• RECORDS TO PROCESS:
■ ■ ■ ■ ■

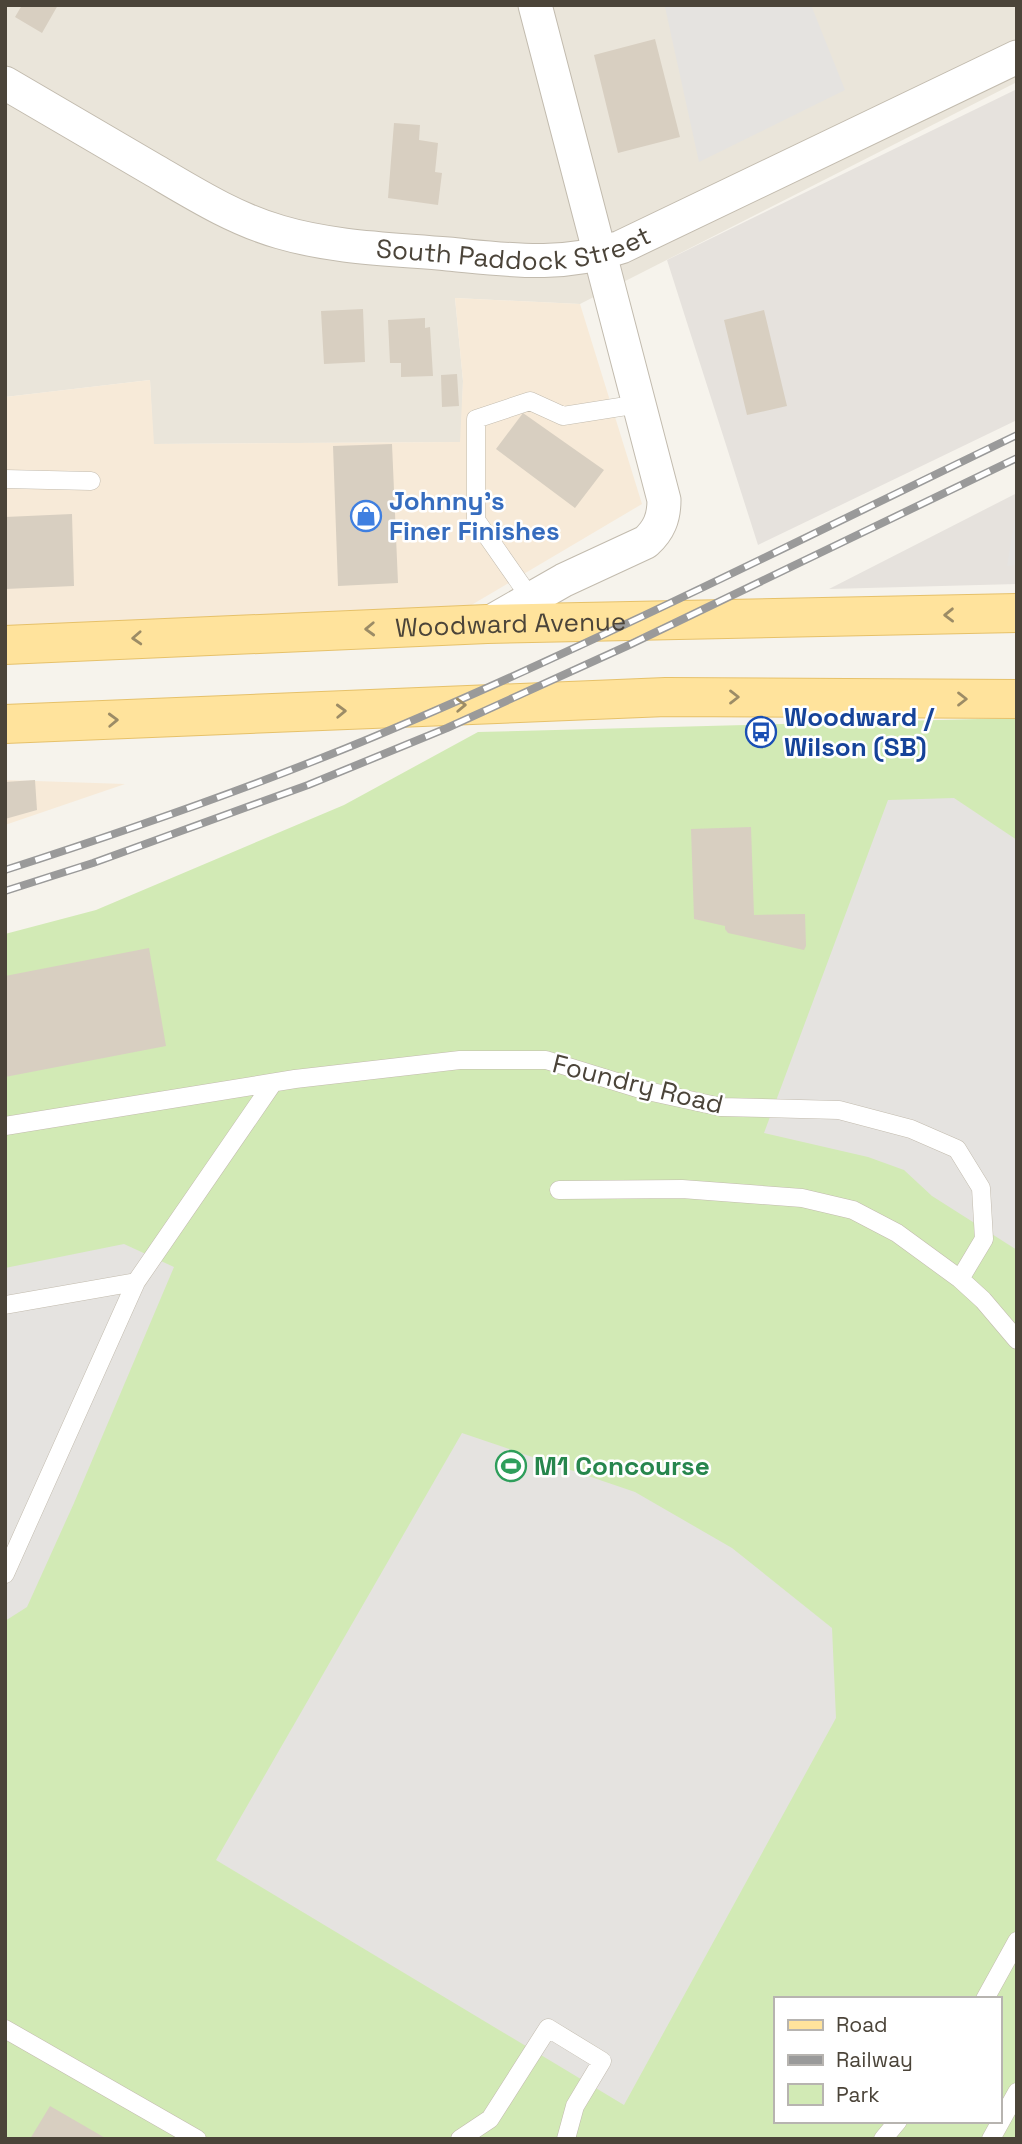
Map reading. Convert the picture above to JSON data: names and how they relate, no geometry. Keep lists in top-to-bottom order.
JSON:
{
  "streets": {
    "main road": ["Woodward Avenue"],
    "street": ["South Paddock Street"],
    "lane": ["Foundry Road"]
  },
  "places": {
    "shop": ["Johnny's Finer Finishes"],
    "bus stop": ["Woodward / Wilson (SB)"],
    "sports": ["M1 Concourse"]
  },
  "legend": ["Road", "Railway", "Park"]
}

■ ■ ■ ■ ■

• WORK REQUIRED:
Repeat the material verbatim but without any of its pictures.

• YOUR RESPONSE:
Map reading. Convert the picture above to JSON data: names and how they relate, no geometry. Keep lists in top-to-bottom order.
JSON:
{
  "streets": {
    "main road": ["Woodward Avenue"],
    "street": ["South Paddock Street"],
    "lane": ["Foundry Road"]
  },
  "places": {
    "shop": ["Johnny's Finer Finishes"],
    "bus stop": ["Woodward / Wilson (SB)"],
    "sports": ["M1 Concourse"]
  },
  "legend": ["Road", "Railway", "Park"]
}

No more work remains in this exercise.